§ What needs to be done
Once you have checked the records that follow, state how many of their lines hold "Drive", giving the number only.

Exercise input Start Marker

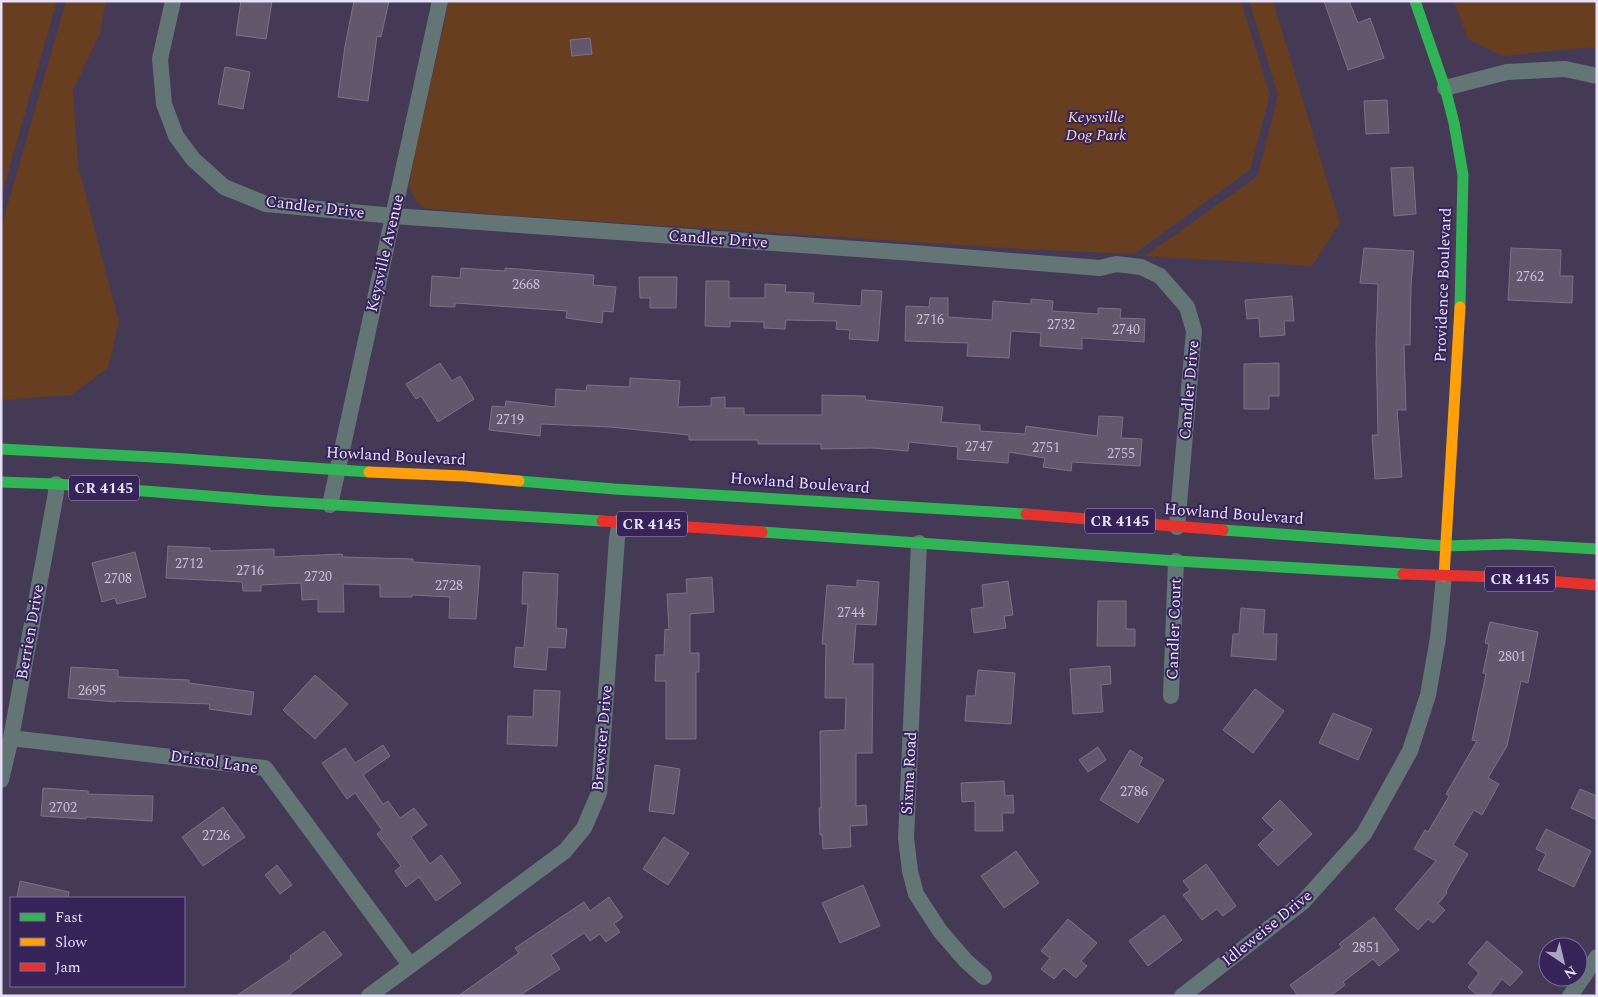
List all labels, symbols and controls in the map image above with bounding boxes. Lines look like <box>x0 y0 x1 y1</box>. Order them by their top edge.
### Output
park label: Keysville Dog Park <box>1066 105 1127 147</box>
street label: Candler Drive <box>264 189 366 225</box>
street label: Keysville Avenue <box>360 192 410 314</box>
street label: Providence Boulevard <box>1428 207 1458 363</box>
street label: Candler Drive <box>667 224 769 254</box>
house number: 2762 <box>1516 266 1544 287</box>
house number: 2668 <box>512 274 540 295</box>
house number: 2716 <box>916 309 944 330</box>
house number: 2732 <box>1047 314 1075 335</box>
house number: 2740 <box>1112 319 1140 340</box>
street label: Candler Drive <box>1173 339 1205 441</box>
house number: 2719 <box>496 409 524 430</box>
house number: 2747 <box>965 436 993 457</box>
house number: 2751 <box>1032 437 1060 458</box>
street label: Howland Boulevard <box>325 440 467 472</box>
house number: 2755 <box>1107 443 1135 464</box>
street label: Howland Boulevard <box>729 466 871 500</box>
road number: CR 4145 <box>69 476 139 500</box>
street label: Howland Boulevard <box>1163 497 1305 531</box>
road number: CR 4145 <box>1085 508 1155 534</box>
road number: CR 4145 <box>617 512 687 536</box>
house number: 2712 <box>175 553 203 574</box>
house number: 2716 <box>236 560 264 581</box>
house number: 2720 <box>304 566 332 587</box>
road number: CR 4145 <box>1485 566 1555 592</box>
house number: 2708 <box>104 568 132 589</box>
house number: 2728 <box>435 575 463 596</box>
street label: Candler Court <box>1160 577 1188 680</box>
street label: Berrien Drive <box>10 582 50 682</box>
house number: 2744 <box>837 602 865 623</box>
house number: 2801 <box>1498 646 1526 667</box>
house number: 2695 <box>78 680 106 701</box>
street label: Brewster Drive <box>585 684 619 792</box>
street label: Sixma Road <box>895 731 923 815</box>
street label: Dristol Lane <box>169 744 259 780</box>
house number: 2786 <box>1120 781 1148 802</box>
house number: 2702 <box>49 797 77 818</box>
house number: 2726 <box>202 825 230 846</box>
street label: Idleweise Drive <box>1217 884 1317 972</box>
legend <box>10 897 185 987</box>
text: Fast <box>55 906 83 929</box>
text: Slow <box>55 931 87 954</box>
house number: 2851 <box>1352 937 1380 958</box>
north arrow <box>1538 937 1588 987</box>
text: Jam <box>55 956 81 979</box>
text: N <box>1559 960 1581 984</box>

Exercise input End Marker

§ Exercise response
6